EXERCISE AIM:
In the material below, find each line with the word "solid" and list it.

DATA FOR ANALYSIS:
*** Block opens ***
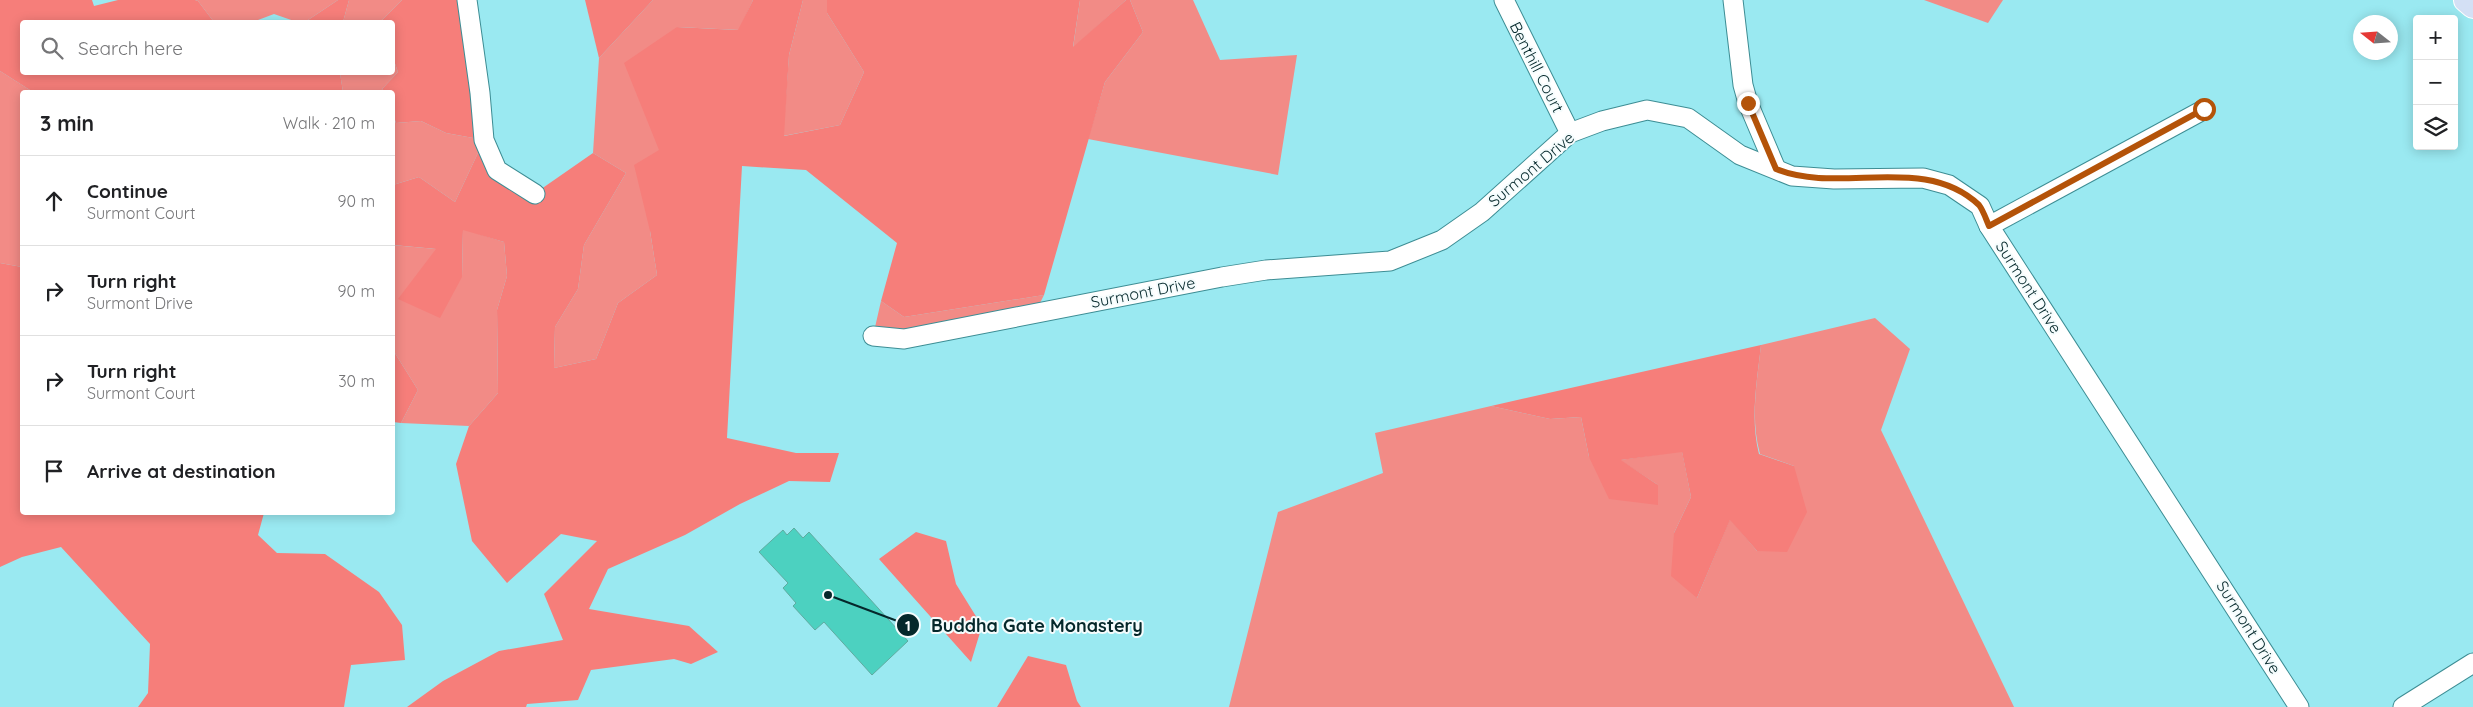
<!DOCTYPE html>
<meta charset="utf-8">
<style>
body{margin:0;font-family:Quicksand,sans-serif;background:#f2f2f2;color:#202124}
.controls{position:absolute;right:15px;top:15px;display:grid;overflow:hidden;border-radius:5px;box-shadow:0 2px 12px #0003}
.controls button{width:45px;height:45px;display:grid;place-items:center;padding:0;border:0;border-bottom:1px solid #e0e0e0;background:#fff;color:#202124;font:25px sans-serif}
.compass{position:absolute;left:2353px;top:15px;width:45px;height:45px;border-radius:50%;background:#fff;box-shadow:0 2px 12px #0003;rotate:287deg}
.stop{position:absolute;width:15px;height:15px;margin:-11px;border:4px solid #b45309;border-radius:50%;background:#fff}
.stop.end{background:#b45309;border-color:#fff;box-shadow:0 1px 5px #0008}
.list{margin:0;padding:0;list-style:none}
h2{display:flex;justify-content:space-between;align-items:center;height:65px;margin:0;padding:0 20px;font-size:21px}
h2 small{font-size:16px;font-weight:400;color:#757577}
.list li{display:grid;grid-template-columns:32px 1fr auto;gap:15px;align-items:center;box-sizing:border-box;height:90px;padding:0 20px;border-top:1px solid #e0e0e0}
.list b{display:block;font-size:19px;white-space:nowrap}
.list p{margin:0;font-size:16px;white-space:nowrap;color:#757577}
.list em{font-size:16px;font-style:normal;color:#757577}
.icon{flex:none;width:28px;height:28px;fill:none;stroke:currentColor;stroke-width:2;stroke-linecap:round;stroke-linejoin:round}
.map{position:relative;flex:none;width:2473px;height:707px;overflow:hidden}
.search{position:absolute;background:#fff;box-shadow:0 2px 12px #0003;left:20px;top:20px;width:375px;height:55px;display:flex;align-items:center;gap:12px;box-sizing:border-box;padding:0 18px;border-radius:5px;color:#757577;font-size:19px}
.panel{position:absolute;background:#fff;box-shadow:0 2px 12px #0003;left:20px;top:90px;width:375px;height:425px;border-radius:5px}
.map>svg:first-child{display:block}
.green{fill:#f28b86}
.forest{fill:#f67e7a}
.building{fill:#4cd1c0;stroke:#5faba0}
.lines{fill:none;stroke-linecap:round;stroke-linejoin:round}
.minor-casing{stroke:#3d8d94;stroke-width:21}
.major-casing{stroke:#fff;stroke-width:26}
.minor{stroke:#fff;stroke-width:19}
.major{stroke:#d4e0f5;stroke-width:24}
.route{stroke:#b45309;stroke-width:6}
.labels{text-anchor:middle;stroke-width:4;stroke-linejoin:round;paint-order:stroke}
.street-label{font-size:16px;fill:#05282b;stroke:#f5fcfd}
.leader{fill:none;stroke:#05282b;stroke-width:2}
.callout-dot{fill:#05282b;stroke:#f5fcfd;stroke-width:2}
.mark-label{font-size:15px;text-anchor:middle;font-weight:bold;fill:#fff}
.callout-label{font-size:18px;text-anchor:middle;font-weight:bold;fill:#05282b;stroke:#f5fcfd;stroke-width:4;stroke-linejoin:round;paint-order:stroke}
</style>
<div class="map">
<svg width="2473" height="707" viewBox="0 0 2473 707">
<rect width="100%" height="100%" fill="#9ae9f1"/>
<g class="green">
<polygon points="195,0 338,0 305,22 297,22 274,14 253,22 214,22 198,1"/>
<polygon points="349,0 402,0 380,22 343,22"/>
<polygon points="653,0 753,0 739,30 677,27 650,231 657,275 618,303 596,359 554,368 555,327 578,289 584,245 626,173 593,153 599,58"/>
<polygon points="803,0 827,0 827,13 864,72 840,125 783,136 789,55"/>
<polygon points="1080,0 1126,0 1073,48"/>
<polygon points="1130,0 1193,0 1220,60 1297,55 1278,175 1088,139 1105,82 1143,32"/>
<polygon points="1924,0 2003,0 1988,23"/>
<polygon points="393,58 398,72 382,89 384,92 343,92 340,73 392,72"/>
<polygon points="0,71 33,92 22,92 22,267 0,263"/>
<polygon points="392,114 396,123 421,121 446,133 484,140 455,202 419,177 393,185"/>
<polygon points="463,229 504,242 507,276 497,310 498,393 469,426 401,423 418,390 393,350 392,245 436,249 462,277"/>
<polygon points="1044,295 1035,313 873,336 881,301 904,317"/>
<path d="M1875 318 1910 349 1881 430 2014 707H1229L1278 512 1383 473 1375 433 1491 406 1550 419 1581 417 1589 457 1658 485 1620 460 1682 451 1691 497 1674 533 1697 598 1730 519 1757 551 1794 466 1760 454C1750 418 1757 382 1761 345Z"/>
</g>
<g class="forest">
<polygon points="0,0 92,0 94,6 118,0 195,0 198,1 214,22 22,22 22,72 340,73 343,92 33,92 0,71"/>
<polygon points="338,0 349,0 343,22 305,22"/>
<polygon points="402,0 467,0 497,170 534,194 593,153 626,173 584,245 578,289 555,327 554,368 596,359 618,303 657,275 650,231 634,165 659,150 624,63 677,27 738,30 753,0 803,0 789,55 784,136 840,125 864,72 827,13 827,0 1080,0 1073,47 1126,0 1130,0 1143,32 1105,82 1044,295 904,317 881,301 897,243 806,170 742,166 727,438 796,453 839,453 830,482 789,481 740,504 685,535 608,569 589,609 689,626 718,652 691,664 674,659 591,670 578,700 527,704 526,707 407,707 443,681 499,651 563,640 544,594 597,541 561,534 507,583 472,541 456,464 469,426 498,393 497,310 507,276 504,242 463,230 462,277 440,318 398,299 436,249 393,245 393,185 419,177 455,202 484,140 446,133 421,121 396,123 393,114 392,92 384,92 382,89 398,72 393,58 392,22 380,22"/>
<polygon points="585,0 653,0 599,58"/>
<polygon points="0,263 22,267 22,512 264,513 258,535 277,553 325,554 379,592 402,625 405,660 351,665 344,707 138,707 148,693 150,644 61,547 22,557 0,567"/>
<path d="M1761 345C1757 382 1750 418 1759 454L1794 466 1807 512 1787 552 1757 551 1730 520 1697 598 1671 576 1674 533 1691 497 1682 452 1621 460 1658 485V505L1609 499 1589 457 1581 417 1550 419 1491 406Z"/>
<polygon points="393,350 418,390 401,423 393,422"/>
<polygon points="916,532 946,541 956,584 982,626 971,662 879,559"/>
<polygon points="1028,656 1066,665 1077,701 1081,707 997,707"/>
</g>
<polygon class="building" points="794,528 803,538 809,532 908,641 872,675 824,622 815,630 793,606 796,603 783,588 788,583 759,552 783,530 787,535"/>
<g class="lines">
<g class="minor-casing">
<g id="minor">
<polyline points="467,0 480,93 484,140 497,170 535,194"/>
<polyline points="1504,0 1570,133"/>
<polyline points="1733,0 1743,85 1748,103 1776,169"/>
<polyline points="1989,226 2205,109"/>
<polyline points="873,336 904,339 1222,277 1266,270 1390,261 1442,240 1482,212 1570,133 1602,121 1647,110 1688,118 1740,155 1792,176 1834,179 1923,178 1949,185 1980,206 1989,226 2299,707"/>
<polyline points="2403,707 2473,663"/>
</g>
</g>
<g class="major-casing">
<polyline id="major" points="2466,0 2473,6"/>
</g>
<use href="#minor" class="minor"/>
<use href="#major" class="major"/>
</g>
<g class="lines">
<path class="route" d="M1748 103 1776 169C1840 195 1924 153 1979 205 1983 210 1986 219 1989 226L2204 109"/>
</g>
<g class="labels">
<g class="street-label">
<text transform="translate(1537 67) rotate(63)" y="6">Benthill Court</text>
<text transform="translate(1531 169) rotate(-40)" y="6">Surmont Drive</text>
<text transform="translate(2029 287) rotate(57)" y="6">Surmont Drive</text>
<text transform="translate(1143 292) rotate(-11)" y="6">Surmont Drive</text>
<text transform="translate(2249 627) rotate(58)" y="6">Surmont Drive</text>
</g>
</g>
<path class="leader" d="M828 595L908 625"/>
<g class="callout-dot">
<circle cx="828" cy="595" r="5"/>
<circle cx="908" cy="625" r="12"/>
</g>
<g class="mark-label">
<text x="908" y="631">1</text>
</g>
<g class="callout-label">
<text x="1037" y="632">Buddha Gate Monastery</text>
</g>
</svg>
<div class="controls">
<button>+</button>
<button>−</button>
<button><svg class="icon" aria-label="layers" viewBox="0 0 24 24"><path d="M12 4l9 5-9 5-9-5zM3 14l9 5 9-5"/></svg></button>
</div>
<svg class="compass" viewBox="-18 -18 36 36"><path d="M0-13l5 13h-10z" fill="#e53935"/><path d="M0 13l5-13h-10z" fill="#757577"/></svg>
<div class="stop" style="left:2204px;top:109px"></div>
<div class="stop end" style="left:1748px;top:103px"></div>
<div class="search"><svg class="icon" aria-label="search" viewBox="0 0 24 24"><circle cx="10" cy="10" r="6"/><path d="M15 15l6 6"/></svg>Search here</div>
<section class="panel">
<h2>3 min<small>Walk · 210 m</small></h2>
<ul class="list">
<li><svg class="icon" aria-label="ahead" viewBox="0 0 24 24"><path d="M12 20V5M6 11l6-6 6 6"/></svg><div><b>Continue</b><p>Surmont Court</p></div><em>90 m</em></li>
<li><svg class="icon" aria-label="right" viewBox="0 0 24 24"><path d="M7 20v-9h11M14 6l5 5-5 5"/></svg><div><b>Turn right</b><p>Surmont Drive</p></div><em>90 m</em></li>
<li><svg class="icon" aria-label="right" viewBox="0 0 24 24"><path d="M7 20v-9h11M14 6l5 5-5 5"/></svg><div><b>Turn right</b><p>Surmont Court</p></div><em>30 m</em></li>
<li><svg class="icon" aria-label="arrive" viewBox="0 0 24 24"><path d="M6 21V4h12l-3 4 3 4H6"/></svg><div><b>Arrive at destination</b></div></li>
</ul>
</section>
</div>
*** Block closes ***
EXERCISE ANSWER:
.controls button{width:45px;height:45px;display:grid;place-items:center;padding:0;border:0;border-bottom:1px solid #e0e0e0;background:#fff;color:#202124;font:25px sans-serif}
.stop{position:absolute;width:15px;height:15px;margin:-11px;border:4px solid #b45309;border-radius:50%;background:#fff}
.list li{display:grid;grid-template-columns:32px 1fr auto;gap:15px;align-items:center;box-sizing:border-box;height:90px;padding:0 20px;border-top:1px solid #e0e0e0}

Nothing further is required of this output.